Jenna Wolfe's allDAY Debut
Posted: Thursday, October 11, 2007 9:00 AM by Jaclyn Levin
(From Jenna Wolfe, TODAY correspondent)
Time’s fun when you’re having flies… wait, maybe it’s the other way around… no, I think I’m right. Either way, as I near my 2-month mark here at NBC I can’t help but note it’s been a lot of fun… and also there aren’t a lot of flies here.
I was a sportscaster for 11 years before coming to 30 Rock. And while they were 11 fun-filled, emotionally-enriched, athletically giddy years, they don’t compare to the last two months I’ve spent making TV at NBC… and I’m not just saying that so my bosses will read this and maybe pay me more. (Unless one of the big bosses is reading this…then of course you are more than welcome to pay me more.)
But instead of chasing 300-pound linemen around a locker room after a sweaty game (as riveting as that was and is), now I’m doing something a little different. I’m branching out… telling stories outside the world of sports… talking about things other than a 3-4 defense, or a free throw line, or icing. And while I may someday use all of those words in a sentence, (might be a run-on) the sentence will most likely have to do with something other than sports…
Like pizza.
There’s good pizza, there’s great pizza, and then there’s Brooklyn pizza… or so I’m told by Mr. Brooklyn himself, Tony Muia. From accent to attitude, Tony “is” Brooklyn, and thus “is” the perfect tour guide, which he does for a living.
So picture it: 30 tourists, including my producer Meredith and me, packed into a mini tour bus in search of sights (the Brooklyn Bridge), sounds (fogettabout it) and pizza. A lot of pizza. I think by day’s end, I inhaled about six slices of pizza. Don’t get me wrong, I’m hardly complaining. My scale might disagree, but it’s a great story, great fun, and as always, great laughs. WATCH VIDEO
Another example, I did a story recently on face yoga… yup, yoga for your face. WATCH VIDEO
Is it a replacement for plastic surgery or a way to get 30 people in a room and make funny faces and nifty noises for an hour? You decide. I don’t really have time right now to decide for you.
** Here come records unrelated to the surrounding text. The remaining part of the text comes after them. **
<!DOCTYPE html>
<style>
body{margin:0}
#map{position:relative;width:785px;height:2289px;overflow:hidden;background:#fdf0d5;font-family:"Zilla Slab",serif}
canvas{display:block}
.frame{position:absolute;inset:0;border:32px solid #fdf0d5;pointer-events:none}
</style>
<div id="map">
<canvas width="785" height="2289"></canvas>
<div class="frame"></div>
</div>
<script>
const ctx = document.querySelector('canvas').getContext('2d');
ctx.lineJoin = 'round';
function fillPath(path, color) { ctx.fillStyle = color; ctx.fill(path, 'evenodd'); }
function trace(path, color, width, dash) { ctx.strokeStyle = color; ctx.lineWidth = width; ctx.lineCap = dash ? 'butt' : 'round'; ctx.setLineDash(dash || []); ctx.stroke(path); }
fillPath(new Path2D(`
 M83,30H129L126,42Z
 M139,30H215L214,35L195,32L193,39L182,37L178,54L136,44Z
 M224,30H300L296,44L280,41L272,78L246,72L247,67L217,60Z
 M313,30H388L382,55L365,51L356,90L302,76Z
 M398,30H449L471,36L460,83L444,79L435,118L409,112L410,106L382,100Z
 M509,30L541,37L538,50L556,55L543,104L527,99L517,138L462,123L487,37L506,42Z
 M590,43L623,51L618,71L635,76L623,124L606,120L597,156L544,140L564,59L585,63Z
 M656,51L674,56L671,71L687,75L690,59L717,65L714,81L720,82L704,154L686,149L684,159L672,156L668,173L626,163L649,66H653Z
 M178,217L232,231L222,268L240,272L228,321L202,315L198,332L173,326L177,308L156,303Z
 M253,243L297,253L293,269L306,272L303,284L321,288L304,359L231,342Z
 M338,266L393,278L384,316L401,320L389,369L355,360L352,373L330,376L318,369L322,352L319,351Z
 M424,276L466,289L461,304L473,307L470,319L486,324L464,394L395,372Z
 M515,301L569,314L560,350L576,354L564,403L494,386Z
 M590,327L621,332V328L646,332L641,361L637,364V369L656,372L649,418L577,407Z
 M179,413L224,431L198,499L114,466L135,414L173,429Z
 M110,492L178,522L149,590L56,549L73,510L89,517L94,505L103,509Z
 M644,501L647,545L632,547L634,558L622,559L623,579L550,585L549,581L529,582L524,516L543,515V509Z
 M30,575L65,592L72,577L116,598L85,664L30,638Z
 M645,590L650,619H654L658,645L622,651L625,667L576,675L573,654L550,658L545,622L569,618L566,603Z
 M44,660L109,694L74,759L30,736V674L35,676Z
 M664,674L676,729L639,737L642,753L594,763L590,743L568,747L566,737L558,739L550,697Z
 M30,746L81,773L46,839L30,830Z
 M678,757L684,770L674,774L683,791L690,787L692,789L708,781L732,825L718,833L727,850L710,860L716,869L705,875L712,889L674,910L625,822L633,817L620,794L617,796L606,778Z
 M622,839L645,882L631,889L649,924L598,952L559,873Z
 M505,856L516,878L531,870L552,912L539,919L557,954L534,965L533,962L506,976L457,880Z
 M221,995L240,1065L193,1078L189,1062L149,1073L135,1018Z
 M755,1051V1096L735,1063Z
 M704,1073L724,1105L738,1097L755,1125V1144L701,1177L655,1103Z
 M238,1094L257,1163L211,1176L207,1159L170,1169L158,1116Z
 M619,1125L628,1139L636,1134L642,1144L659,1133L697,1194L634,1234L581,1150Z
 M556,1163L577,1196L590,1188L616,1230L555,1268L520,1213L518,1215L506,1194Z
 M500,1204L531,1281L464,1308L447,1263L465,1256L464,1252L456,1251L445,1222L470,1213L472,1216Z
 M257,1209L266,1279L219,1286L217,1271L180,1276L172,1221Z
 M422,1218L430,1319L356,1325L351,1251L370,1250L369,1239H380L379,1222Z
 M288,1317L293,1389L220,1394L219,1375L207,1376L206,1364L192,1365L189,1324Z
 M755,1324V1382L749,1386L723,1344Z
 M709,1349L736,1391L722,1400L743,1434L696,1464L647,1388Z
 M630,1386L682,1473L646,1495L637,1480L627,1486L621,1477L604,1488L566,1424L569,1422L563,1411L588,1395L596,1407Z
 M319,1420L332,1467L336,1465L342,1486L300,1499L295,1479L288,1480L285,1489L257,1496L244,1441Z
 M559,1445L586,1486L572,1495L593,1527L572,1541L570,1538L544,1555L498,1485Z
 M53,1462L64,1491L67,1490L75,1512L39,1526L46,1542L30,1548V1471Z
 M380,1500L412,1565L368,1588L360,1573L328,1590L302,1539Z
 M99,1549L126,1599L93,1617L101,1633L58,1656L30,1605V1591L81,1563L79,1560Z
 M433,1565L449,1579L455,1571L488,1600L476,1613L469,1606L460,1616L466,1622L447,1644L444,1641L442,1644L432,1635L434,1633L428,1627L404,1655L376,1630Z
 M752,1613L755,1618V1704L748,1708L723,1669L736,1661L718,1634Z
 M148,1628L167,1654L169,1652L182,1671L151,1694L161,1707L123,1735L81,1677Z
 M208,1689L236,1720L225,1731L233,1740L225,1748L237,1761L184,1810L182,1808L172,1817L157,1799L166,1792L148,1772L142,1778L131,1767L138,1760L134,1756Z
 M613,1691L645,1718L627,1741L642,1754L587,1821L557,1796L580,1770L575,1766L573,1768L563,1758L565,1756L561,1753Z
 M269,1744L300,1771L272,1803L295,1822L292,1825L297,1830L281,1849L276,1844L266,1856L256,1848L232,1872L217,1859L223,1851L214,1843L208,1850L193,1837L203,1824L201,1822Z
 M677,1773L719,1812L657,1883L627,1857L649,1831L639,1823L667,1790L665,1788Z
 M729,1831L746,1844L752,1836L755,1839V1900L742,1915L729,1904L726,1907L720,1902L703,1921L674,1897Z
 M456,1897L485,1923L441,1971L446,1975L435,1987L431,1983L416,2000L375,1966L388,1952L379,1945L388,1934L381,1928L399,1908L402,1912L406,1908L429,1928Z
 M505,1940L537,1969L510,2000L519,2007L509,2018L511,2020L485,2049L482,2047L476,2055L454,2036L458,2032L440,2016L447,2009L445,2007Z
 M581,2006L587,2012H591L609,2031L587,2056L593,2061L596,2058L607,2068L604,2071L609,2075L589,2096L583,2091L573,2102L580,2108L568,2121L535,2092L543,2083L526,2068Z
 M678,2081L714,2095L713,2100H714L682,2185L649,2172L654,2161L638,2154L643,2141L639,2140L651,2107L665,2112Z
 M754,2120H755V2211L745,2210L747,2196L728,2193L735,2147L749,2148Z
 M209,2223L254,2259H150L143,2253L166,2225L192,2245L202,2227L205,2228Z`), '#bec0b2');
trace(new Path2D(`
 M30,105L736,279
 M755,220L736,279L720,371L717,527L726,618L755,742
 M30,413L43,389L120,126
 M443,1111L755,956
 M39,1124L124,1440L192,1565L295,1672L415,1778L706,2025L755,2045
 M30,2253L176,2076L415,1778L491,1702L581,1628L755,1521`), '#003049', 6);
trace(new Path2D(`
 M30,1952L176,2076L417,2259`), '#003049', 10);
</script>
We also took to the skies to meet a pilot unlike any you’ve come across. The guy actually comes out and "warms" up the crowd (his passengers) before the flight, raffling off gifts, answering questions mid-flight and passing out little trading cards. Well he let us fly with him a few weeks ago, and it was indeed an experience. WATCH VIDEO
And then we met Andrew Zimmern, host of Bizarre Foods on the Travel Channel. Andrew travels the world in search of the strangest, most bizarre food you’d ever imagine eating. Stinky tofu, chicken uterus, fermented meat, black-bone chicken testicles, and fried bees, just to name a few. Andrew and I went out to lunch one day (though I’d hardly call it lunch)… you gotta see this to believe it. WATCH VIDEO
So as we near the end of my first ever NBC blog, a few quick things about me I feel like sharing… I have memorized every line from every episode of "Seinfeld" (not on purpose, more like by accident), I take spin class religiously, (that reminds me, I have to get new clips for my bike) I only watch James Bond movies when I’m home sick (Roger Moore, not Sean Connery), I have "The Office," "Curb Your Enthusiasm," "30 Rock" and TODAY on my DVR (that’s why there’s hardly any room left for anything else). I love the NFL and the Caribbean in the winter, volleyball and waterskiing in the summer, and a comfortable pair of jeans all year round.
Okay, that should tide you over until my next blog. Thanks for the time, sorry about the Yankees and just remember… COGITO EGGO SUM: I think; therefore I am a waffle.